Let’s call it the second Internet. Here’s what it looks like:
That’s right — it’s Facebook. More than 1.44 billion people use Facebook every month, and almost a billion of them use it every day. The majority do so via the Facebook app on their phones.
That’s why publishers like the New York Times, Buzzfeed, and National Geographic were so eager to test out Facebook’s new Instant Articles platform.
This platform puts publishers’ stories directly into the Facebook app (on iOS only, for now), where they load more quickly than they would if Facebook just linked to the publishers’ websites — which take an average of eight seconds to load, Facebook says. Instant Articles also offer a variety of snazzy tools for publishers to present their images and interactive elements.
Facebook’s efforts to become a publishing platform are not unique. Instead of publishing posts on their own blogs, many of the best writers in tech journalism are now publishing on Medium, a site completely owned and controlled by one company. Why? Because the experience of writing and reading is so much better on Medium.
It’s not just consumers who are shifting toward platforms that are more engaging, easier to use, and yet more controlled.
In corporations, Slack is taking off like an F-18 engaging its afterburners. VentureBeat is testing it out, and it’s easy for me to see why people view it as the long-awaited email killer: Slack is fast, fun, and works almost exactly the same way on a variety of devices.
If it can kill email, that’s a good thing, because most people hate email. There’s too much of it, it’s inefficient, and it’s no fun.
But we lose something when we move from the open Web to Facebook, or from email to Slack. What we lose is the ability to build tools that interoperate with our new platforms without first having to ask permission.
That’s not how the Internet was built: It was designed by groups of people discussing and gradually coming to consensus on what standards should govern various technologies.
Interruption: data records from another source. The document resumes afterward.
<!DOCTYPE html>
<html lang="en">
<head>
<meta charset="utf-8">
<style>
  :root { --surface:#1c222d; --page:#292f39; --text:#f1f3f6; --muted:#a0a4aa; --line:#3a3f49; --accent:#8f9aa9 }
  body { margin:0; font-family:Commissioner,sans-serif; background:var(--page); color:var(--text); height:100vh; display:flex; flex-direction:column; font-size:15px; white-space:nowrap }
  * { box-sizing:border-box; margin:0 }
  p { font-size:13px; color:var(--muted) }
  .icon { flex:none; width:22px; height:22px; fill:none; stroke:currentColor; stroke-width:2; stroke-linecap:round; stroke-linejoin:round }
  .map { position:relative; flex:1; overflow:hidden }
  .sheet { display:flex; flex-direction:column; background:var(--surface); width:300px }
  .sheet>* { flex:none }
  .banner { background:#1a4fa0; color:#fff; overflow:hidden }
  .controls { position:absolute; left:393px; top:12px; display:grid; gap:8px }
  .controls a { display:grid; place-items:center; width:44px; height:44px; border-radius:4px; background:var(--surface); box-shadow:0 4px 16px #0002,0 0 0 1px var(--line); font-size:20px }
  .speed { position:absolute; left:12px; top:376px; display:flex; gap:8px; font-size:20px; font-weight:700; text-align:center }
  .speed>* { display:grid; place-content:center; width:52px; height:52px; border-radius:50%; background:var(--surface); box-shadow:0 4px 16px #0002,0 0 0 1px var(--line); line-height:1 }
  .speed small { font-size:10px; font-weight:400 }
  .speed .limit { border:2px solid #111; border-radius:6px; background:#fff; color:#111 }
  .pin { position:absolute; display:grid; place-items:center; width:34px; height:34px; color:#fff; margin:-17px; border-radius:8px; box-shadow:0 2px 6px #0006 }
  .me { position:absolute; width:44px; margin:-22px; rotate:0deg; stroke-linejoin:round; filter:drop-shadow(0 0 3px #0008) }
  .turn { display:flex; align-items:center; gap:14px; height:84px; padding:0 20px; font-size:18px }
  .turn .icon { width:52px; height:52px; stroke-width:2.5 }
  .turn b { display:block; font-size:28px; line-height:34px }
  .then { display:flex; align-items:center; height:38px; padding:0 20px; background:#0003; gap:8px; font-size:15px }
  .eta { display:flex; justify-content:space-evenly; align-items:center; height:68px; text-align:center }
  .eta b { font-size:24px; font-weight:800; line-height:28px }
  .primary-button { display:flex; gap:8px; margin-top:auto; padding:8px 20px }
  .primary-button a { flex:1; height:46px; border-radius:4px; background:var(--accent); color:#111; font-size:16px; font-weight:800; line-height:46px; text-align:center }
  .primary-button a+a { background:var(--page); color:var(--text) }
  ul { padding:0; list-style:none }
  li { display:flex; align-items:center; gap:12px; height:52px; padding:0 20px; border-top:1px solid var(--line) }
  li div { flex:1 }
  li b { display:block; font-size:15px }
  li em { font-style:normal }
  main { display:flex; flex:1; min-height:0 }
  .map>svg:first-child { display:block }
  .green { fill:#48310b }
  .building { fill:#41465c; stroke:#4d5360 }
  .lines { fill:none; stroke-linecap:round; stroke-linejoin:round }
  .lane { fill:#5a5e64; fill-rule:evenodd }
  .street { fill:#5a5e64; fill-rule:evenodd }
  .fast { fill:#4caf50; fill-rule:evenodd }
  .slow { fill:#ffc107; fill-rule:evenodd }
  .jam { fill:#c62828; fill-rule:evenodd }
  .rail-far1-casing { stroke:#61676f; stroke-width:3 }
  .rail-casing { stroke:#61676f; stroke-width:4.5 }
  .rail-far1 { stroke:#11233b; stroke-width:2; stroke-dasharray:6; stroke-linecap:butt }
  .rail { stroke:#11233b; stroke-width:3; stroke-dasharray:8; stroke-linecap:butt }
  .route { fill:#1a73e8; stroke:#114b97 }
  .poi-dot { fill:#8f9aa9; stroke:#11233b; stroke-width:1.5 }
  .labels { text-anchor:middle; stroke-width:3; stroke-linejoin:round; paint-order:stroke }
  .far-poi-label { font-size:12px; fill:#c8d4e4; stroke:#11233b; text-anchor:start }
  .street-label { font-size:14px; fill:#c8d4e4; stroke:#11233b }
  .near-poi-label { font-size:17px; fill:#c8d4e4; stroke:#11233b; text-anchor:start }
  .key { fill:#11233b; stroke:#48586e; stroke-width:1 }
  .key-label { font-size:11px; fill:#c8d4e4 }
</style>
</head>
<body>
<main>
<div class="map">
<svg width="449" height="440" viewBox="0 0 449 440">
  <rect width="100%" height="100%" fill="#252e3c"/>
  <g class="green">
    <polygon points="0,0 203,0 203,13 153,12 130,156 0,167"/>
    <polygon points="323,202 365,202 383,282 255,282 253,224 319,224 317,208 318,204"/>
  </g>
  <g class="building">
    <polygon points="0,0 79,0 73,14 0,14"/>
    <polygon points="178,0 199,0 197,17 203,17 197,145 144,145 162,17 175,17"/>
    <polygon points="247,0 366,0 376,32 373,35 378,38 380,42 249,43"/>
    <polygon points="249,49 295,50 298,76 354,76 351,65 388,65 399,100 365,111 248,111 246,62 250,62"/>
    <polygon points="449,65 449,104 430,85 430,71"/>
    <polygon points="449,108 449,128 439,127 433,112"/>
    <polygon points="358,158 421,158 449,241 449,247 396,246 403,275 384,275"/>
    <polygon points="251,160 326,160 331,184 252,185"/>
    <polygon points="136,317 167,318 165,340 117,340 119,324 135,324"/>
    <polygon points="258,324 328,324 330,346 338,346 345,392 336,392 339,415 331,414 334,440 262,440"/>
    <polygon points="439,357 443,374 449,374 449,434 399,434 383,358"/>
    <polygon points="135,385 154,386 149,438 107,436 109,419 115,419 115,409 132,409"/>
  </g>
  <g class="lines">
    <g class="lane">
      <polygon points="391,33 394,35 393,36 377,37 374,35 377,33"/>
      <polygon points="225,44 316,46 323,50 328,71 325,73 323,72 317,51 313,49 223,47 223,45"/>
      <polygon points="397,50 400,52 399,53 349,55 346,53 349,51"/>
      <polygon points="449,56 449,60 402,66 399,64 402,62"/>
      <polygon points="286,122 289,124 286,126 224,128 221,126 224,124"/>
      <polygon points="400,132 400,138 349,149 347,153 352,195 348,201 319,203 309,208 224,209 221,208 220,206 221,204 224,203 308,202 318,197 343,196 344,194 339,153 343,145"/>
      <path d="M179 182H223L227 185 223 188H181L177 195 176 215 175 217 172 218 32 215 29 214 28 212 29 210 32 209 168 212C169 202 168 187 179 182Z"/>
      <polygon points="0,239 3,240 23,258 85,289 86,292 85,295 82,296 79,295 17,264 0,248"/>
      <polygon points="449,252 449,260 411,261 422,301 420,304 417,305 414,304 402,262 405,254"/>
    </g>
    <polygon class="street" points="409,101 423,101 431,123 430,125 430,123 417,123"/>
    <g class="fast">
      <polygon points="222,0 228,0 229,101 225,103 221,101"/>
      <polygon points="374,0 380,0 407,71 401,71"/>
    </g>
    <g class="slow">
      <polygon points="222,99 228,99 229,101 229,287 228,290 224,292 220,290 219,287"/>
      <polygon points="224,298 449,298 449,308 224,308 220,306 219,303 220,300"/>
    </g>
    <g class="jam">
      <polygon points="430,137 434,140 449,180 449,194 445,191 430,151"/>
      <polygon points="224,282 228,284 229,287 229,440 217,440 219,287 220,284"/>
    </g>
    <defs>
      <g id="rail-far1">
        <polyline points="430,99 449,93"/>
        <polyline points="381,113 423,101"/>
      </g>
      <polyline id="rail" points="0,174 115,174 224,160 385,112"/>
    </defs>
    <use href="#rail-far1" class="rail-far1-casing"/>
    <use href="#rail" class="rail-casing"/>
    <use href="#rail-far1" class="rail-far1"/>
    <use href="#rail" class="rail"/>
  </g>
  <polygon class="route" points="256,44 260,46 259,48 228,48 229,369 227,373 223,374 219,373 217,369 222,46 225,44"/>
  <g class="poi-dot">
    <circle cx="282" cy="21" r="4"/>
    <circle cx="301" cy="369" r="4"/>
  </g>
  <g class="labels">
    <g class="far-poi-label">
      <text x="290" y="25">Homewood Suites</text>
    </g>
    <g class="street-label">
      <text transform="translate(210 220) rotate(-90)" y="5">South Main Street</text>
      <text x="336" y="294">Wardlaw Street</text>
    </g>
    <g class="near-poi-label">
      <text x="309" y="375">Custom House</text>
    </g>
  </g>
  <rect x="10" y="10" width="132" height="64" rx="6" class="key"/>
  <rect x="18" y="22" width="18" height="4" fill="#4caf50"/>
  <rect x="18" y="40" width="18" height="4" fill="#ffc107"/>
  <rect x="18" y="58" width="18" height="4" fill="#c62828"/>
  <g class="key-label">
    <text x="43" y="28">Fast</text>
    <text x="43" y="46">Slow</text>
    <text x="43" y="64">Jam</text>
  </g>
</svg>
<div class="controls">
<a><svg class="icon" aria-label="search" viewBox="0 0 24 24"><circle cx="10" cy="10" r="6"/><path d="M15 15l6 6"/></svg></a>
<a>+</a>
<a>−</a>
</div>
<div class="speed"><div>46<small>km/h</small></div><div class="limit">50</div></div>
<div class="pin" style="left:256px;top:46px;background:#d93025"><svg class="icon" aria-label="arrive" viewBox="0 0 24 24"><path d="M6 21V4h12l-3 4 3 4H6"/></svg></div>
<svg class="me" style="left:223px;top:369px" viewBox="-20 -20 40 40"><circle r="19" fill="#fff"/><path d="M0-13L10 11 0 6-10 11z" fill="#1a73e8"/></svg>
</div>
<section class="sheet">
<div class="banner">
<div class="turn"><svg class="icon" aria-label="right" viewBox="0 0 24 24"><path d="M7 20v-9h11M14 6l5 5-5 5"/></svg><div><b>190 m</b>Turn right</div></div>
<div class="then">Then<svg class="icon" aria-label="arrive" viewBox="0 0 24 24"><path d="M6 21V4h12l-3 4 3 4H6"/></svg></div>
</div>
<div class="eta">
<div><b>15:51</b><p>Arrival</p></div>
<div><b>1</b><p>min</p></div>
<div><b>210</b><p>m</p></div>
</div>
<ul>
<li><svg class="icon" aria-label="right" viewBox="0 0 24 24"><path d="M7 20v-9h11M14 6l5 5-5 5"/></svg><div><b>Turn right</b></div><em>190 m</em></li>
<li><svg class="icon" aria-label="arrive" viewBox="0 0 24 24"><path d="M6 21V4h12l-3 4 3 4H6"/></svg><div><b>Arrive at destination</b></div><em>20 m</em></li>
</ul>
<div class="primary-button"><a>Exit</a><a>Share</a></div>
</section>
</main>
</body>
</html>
I’ll grant you, standards are boring. They emerge only out of endless, dull committee meetings. They are difficult to understand without specialized knowledge, and they can be a pain in the ass to implement.
But the upside is that you don’t have to ask permission to build an email client, or a Web browser. You just study the relevant standards, build the best tool you can, and put it out there. If it works well and it is sufficiently compatible with the standards that other people are using, it has a chance of becoming widely adopted.
Where did the Internet fail us?
It’s clear, though, that the standards-driven Internet, for all its interoperability, is leaving people wanting. It’s not clear why.
Facebook is clearly more attractive than the open Web to many people. Instant Articles will only accelerate that trend, keeping more Facebook users inside the Facebook app.
Slack is far better than any email client — and believe me, people have tried to make email clients fast and fun.
And mobile apps, based on device-specific native code, continue to outstrip the growth of universally accessible mobile websites.
The hypothesis I am reluctantly proposing here is that maybe the standards-based Internet can’t deliver a great user experience. Maybe you have to go beyond the Internet’s standards to really delight your customers. Maybe you have to take control of the platform.
I’m not about to make a simplistic distinction between “open” and “closed” systems, because the truth is a lot more complicated. Facebook and Slack are both highly extensible platforms, and they’re open in many ways. Facebook in particular has made every effort to publish APIs and embrace developers, giving programmers the tools to build on top of Facebook with minimal interference or oversight. Slack is easy to extend with integrations that plug it into a variety of other tools, and it’s easy to see it becoming even more extensible in time.
But at the end of the day, these companies own their platforms, and can dictate the terms. Perhaps that is exactly why the customer experience is better there.
But if they’re open and welcoming to developers today, these platform owners could easily change their tune tomorrow.
That’s why nearly every story about Facebook’s Instant Articles includes some kind of comment from the publishers, or from the reporter covering it, about the risks these publishers face. “We’re going in with our eyes open,” the NYT CEO told Recode, somewhat defensively.
It’s an issue for consumers as well as publishers. When Facebook is a publishing platform and your sole source of news, how comfortable do you feel that the news is free and independent?
And for other corporations: When you’ve traded free, open email standards for the nicely designed confines of Slack, will you regret it in 12 months — or five years — when your company owes enormous monthly fees to Slack and there’s no viable alternative?
Or will it simply not matter, because the user experience is so awesome?